Rafsanjani believes that the private and modular refineries have the capacity to strengthen the country’s refining sector, reduce the price of fuel, and boost the country’s earnings.
In response to the NNPC’s recent fuel price increase, Rafsanjani stated that petrol consumption had witnessed a significant fall due to the increase in price. This increase in fuel prices has not only caused difficulties for individuals but also for micro, small, and medium-sized enterprises, which account for a significant percentage of the country’s businesses, employment, and national GDP.
He said, “This has huge implications for businesses that rely on refined crude products like diesel and petrol, respectively. Petrol and diesel prices negatively and significantly affect manufacturing output in Nigeria.”
“In January this year, daily petrol consumption was 62 million litres; February, 62 million litres; March, 71.4 million litres; April, 67.7 million litres; May, 66.6 million litre; June, 49. 5 million litre; and now 46.3 million litres, a 35% reduction. While this suggests reduced demand, it does not suggest a reduced dependence on it. Less people can afford petrol to meet their transportation, home-powering and other needs, and Small and Medium-sized Enterprises (SMEs) are facing difficulties in accessing affordable power.

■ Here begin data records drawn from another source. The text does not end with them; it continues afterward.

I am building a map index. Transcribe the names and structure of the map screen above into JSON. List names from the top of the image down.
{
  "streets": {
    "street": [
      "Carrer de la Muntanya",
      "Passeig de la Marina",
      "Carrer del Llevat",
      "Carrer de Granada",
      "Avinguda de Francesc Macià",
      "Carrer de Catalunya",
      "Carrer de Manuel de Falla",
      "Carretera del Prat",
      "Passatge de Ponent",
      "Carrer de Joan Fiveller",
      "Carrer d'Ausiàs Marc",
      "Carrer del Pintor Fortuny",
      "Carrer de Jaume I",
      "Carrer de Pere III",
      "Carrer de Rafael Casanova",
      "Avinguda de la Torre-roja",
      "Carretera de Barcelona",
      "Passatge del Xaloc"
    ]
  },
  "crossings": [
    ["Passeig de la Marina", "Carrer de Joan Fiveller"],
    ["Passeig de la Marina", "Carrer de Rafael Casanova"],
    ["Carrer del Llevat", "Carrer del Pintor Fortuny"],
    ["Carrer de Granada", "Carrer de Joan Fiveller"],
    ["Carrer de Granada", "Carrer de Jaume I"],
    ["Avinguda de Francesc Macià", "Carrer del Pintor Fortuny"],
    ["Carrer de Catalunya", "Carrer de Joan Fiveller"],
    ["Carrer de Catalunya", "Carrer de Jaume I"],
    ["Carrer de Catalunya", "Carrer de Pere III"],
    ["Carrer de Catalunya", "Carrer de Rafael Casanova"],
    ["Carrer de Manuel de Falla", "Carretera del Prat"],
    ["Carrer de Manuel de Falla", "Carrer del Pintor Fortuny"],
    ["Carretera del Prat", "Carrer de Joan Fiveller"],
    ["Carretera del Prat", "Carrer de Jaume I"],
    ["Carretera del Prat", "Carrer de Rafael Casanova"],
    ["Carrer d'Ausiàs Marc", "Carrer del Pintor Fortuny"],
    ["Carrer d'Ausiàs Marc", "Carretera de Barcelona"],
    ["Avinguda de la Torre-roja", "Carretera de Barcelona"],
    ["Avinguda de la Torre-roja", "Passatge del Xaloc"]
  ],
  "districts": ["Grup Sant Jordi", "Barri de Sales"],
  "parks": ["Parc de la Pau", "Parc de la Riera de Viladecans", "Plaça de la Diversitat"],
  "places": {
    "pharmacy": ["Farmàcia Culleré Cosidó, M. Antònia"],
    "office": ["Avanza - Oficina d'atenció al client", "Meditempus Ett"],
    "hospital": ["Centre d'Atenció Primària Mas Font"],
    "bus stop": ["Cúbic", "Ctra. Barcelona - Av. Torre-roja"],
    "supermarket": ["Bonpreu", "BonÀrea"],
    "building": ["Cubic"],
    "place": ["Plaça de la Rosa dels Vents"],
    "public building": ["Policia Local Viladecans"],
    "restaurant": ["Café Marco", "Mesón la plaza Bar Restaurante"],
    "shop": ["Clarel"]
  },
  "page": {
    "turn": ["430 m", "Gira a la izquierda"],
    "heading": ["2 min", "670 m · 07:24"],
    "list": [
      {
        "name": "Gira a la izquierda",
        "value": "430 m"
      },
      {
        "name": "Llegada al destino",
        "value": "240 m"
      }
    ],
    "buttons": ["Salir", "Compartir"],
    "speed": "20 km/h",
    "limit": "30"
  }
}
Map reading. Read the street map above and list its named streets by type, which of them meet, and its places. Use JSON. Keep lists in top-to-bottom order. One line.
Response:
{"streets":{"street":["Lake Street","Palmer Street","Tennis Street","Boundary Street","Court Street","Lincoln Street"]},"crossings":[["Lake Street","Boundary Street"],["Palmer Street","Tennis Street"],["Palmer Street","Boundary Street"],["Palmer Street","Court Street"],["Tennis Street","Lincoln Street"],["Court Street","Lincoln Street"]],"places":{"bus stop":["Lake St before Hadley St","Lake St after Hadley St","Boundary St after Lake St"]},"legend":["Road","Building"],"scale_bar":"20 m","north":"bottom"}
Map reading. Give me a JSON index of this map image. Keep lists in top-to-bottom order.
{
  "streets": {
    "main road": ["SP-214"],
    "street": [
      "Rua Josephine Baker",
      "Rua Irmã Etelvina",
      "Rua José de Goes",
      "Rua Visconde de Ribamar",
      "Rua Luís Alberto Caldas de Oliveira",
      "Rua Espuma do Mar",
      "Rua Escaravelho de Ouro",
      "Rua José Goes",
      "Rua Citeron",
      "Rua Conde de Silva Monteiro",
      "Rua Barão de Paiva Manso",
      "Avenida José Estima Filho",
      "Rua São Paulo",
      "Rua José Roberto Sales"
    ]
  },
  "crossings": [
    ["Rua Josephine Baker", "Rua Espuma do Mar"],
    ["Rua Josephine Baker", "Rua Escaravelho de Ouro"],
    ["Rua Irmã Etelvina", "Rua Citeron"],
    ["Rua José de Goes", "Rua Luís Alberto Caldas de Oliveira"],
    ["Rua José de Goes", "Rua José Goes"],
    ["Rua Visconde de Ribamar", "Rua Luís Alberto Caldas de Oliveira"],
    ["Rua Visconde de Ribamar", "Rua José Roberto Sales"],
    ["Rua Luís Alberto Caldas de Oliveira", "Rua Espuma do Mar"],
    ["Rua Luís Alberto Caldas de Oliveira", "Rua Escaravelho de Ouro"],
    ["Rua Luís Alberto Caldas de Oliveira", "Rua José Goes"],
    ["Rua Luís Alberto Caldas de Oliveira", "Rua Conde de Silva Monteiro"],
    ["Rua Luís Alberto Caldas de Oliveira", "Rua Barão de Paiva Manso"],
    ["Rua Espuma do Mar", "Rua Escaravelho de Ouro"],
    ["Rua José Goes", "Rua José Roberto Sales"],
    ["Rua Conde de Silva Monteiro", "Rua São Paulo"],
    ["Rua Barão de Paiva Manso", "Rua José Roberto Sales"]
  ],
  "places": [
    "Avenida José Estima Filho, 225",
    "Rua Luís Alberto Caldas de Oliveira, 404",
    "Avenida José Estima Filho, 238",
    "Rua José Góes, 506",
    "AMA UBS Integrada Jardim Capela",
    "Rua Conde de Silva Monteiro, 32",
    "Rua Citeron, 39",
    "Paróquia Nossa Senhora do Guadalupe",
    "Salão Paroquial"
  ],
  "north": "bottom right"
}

“This has huge implications for businesses which rely on refined crude products like diesel and petrol, respectively. Petrol and Diesel prices negatively and significantly affect manufacturing output in Nigeria. There are at least 39.6 million micro, small and medium enterprises (MSMEs) operated in Nigeria as of December 2020, accounting for 96.7 percent of businesses, 87.9 percent of employment, and 49.7 percent of national GDP. Totaling about 17.4 million enterprises, they account for about 50% of industrial jobs and nearly 90% of activities in the manufacturing sector, in terms of number of enterprises.
“The trade deficit of $20 million recorded in November 2022 from the low crude oil export receipts signalled the urgency to jettison petrol subsidy, develop local production capacity and end fuel import dependency for a favourable balance of trade. While it is true that no nation has control over the price of crude oil, several measures can be put in place to mitigate the effect of oil price volatility on the country’s domestic economic productivity.
“The current underutilization of Nigeria’s refineries impedes the country’s ability to meet local demand and its economic potential. Nigerians are yet to receive firm commitments, actions and timelines on the delivery of our four moribund refineries to optimal operations. Furthermore, the private and modular refineries have a refining capacity that will strengthen Nigeria’s refining sector, eradicate dependency on imported oil products and lead to improved crude export earnings.”
Rafsanjani also knocked the government for being insensitive to the plight of Nigerians who are becoming poorer by the day due to harsh economic policies, adding that the government must cushion the effect of its decision on fuel subsidy.
“A major effect of the subsidy removal is its knock-on effect on prices of goods and services. Increased transportation costs due to the high fuel prices, directly impact agricultural production and have implications for food security. The government must show real concern and take urgent actions to cushion the effect of its decision which is perpetuating poverty and inequality. This is widening the country’s already-existing income inequality with low-income citizens and vulnerable segments of society facing greater financial strain to meet their basic food needs.
“The government is clearly insensitive to the plight of the growing number of Nigerians slipping into poverty daily as a result of its harsh policy directions. It has so far demonstrated a lack of interest in people centered programs that could help reduce poverty, economic inequality and economic suffering.
“At the same time this government is inconsistent in the application of its “austerity measures” as it is pursuing outrageous, unsustainable, unjustifiable and reckless spendings at the expense of the welfare of its citizenry. Nigerians do not know the economic blueprint of this government and this is the repercussion of the absence of political accountability under President Bola Tinubu right from his campaigns when he refused to participate in the political debates to enable the citizens to track his commitments towards socioeconomic and political reforms that can reduce corruption, poverty, unemployment and improved well-being of Nigerians.”